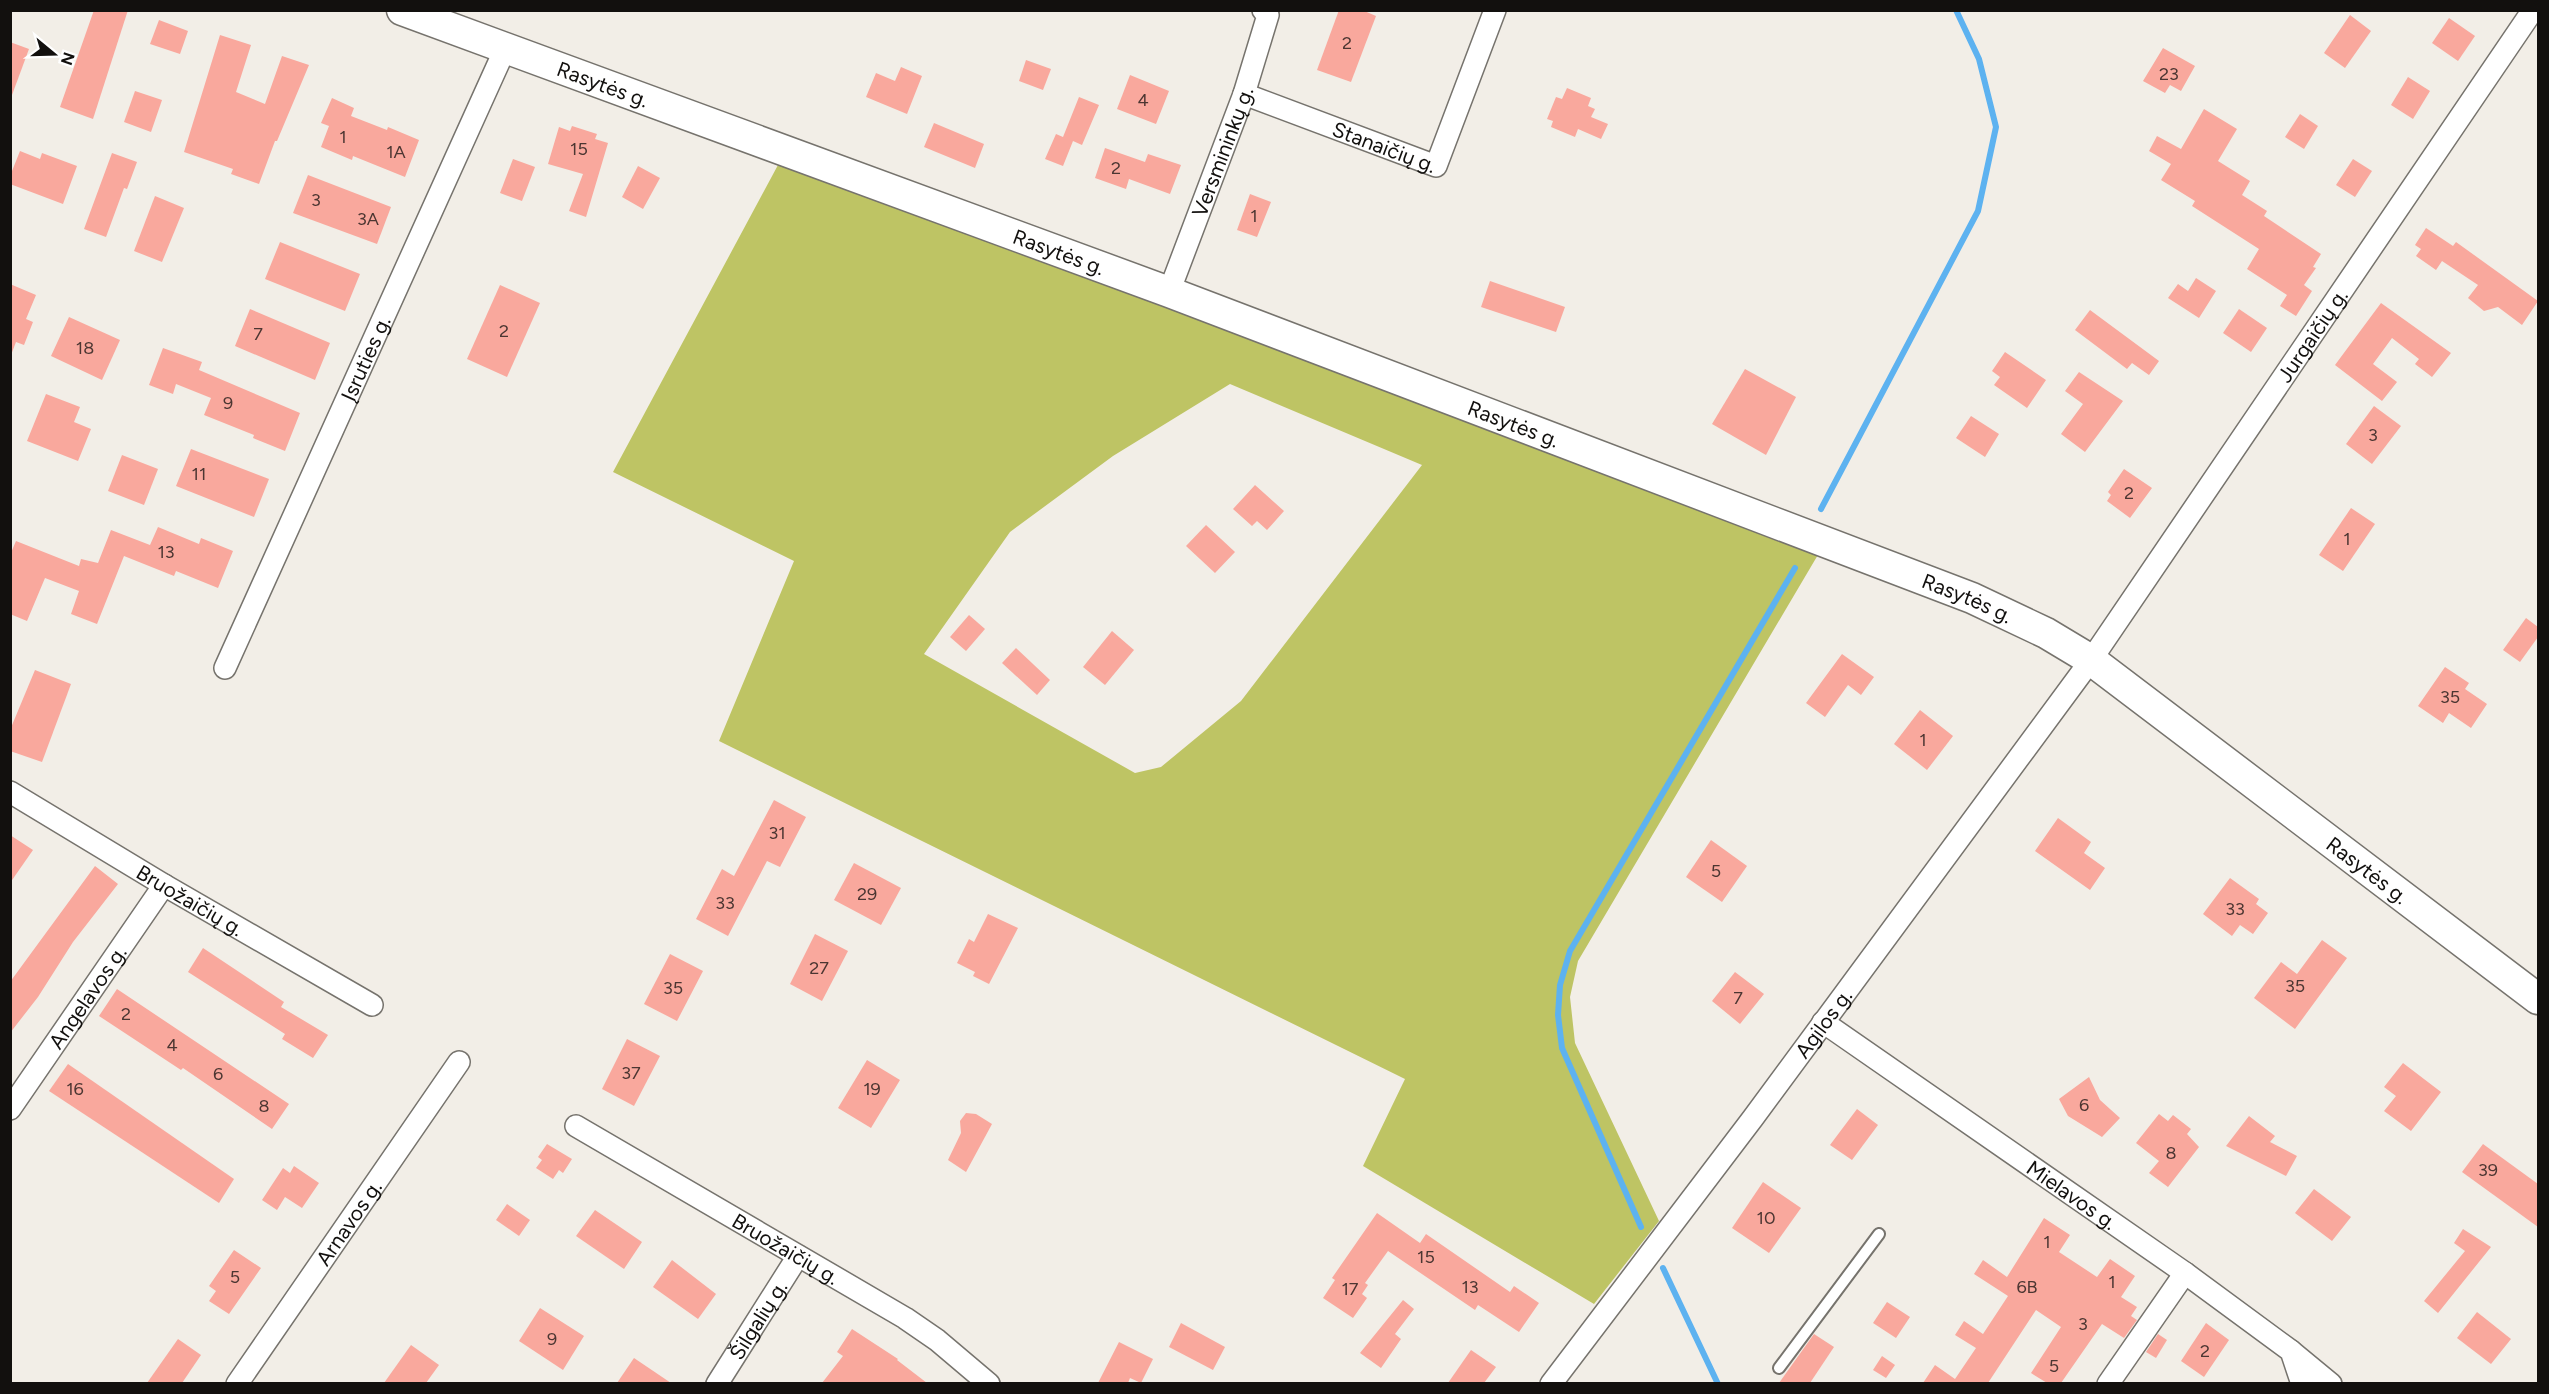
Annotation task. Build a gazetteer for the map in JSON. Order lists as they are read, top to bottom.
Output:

...

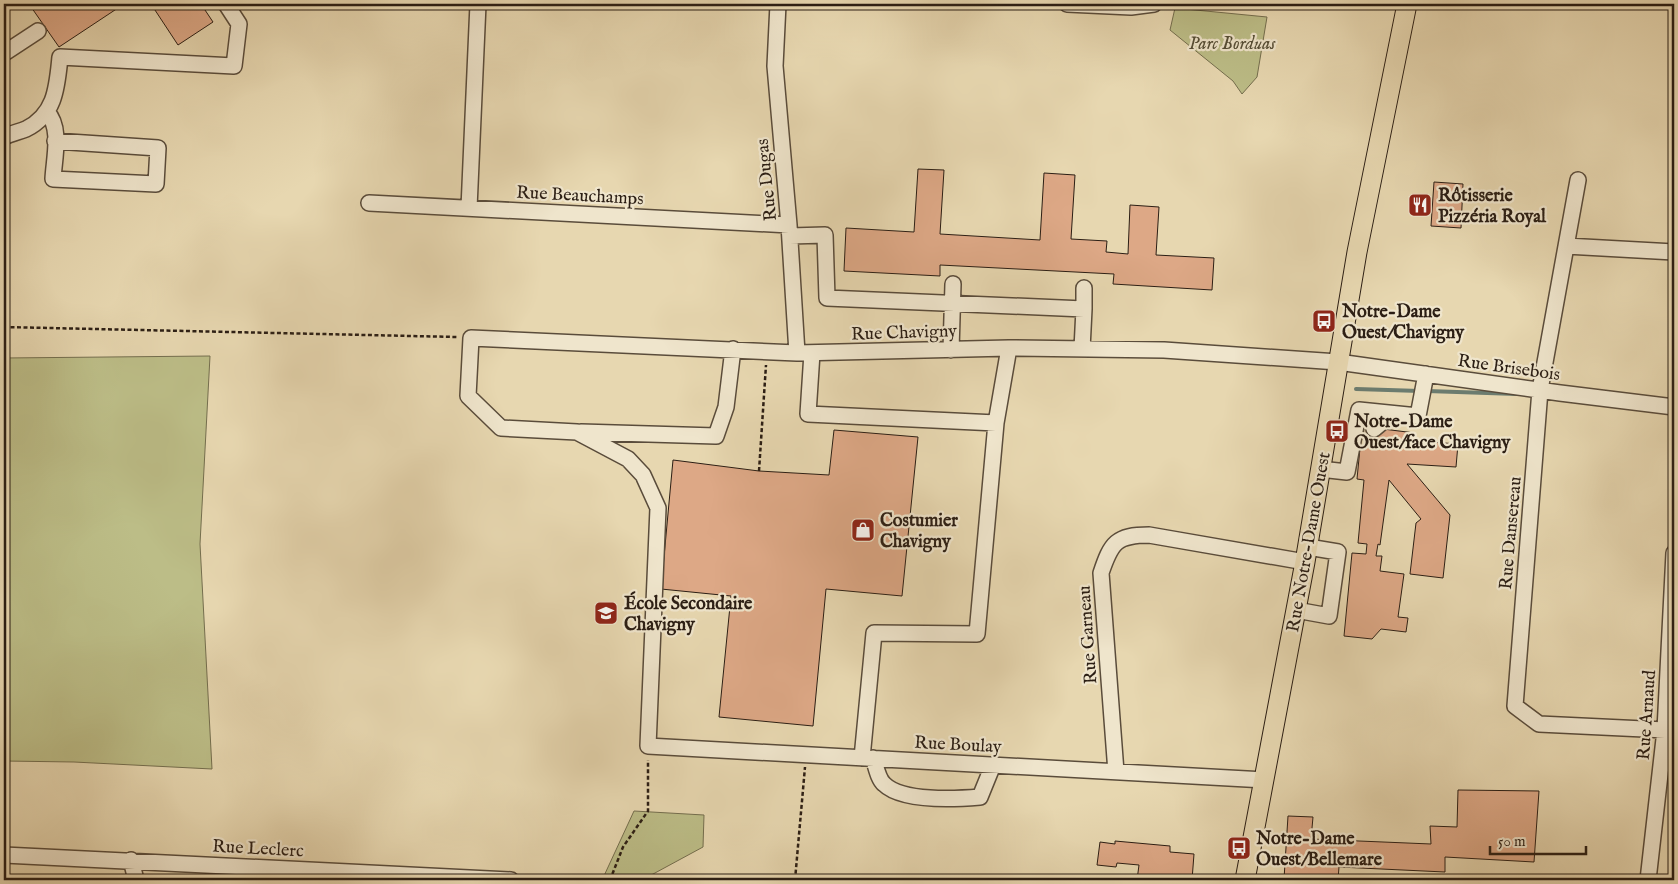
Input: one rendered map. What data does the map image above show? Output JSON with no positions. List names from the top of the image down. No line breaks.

...

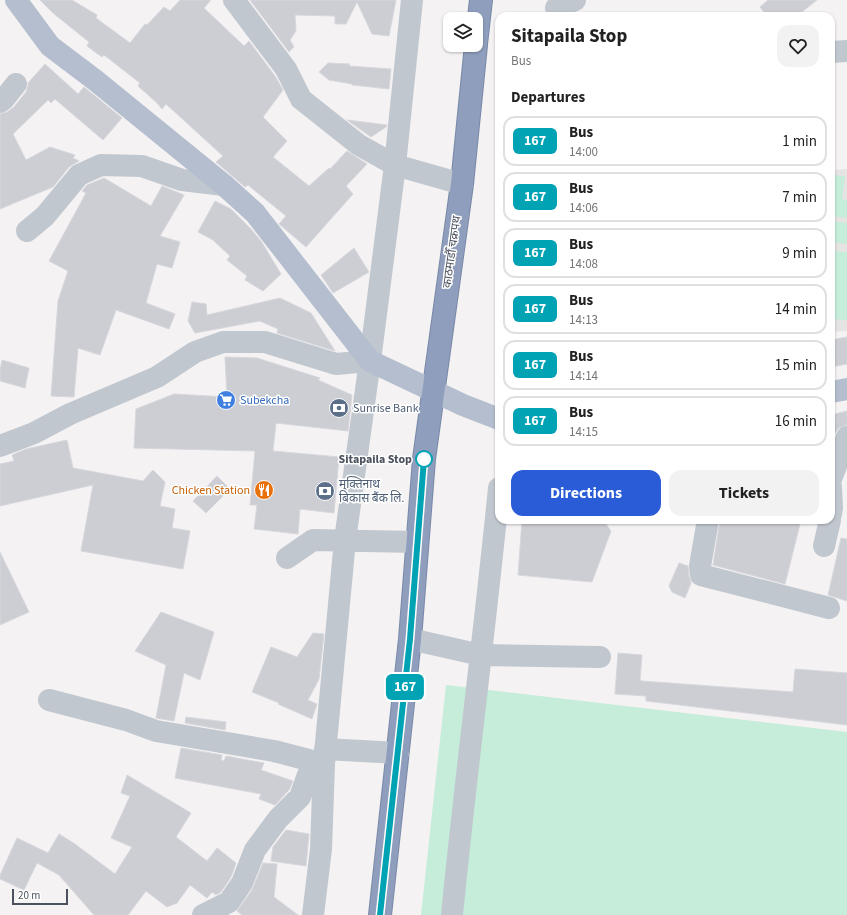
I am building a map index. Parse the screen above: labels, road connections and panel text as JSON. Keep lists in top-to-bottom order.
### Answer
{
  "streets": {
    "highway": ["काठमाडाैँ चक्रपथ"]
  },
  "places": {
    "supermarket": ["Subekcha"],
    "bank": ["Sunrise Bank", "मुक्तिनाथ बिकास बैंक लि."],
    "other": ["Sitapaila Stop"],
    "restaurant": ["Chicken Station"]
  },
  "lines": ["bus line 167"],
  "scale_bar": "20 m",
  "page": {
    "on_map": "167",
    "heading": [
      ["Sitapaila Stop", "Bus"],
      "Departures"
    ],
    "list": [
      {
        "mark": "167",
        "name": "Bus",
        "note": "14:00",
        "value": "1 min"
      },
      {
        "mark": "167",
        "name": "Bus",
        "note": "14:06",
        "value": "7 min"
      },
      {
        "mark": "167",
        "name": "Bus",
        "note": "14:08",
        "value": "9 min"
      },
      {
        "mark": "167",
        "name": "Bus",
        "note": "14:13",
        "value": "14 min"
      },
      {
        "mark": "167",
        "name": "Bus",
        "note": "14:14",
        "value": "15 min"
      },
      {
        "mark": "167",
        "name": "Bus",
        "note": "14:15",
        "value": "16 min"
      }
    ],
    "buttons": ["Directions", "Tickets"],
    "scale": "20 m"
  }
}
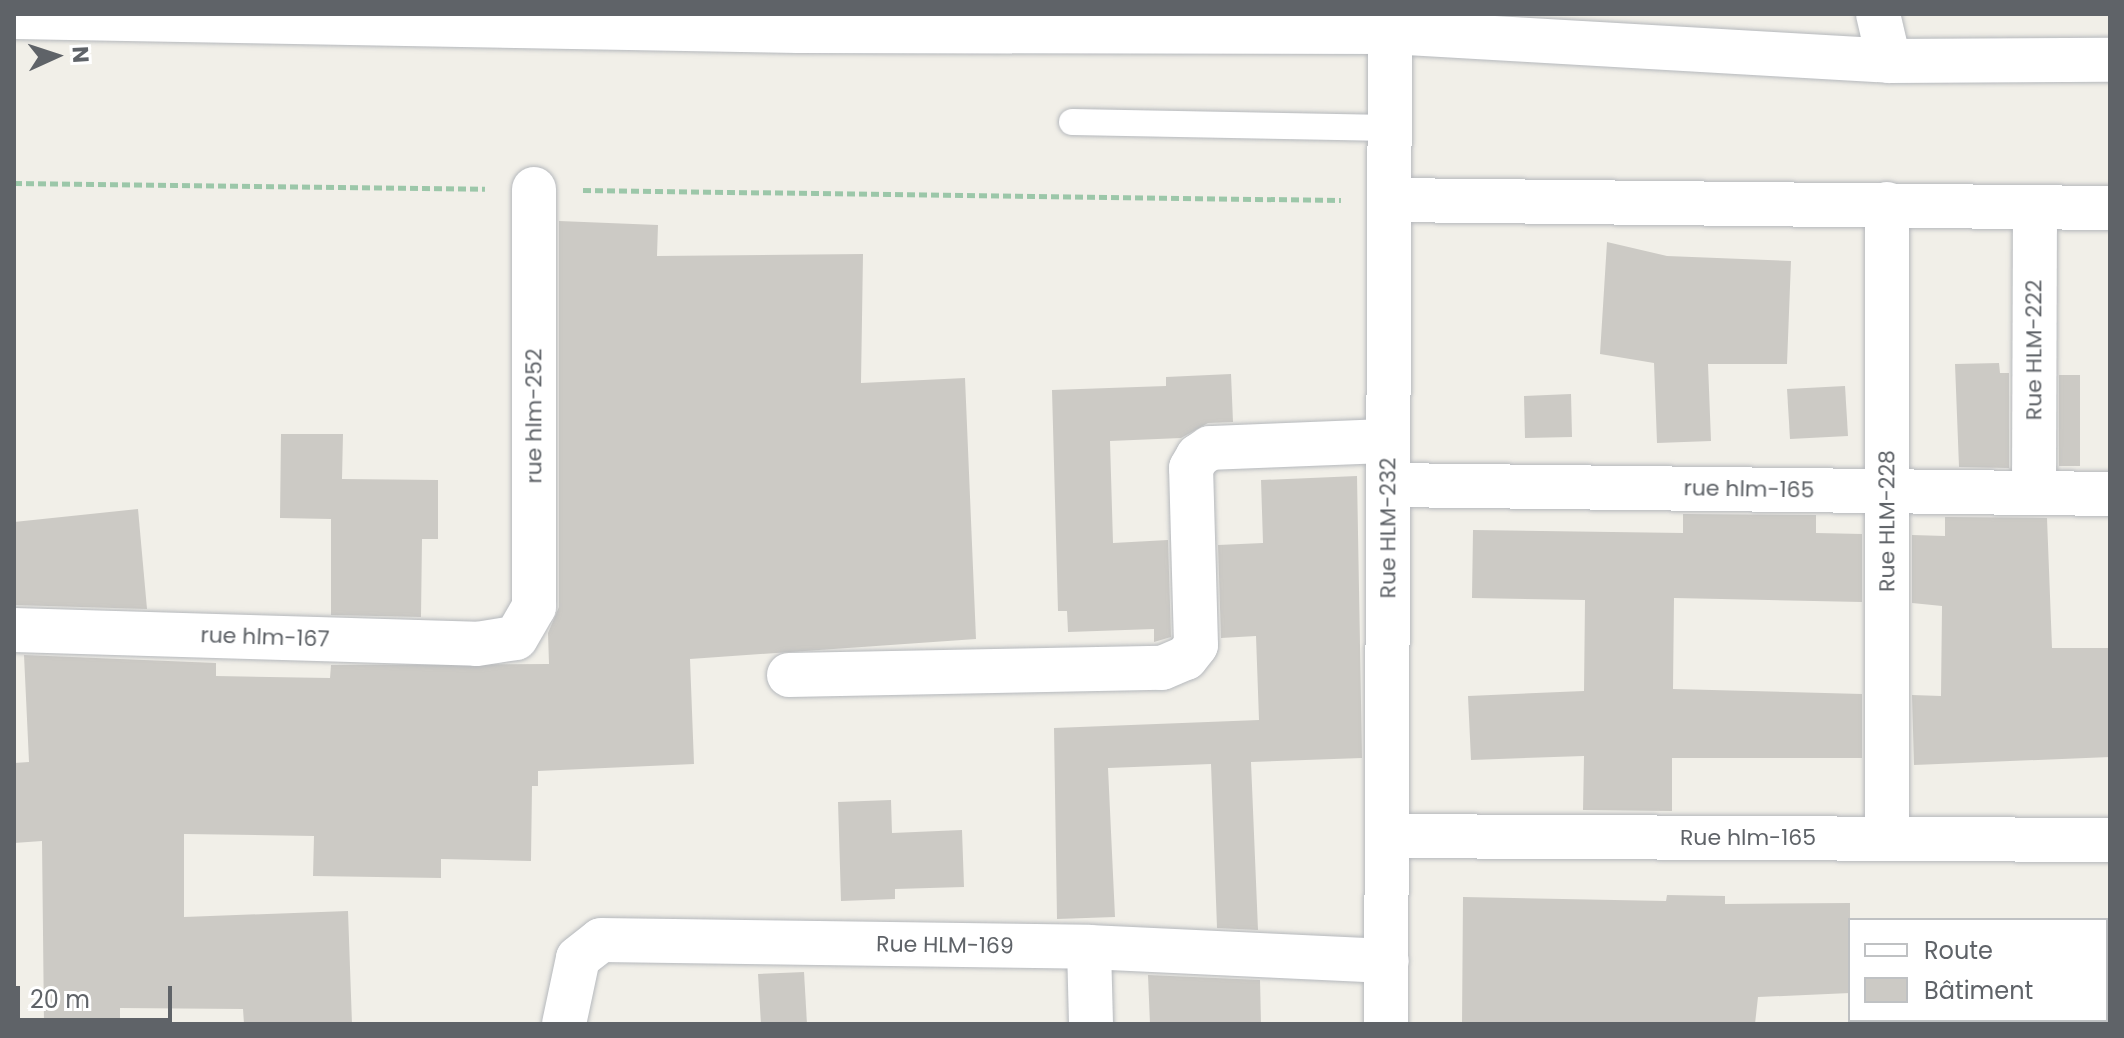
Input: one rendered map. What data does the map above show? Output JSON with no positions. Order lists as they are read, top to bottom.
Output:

**What the exercise asks**:
Pick out every line above that holds the word "data" and copy it.

**Output of the task**:
Input: one rendered map. What data does the map image above show? Output JSON with no positions. List names from the top of the image down. No line breaks.
Input: one rendered map. What data does the map above show? Output JSON with no positions. Order lists as they are read, top to bottom.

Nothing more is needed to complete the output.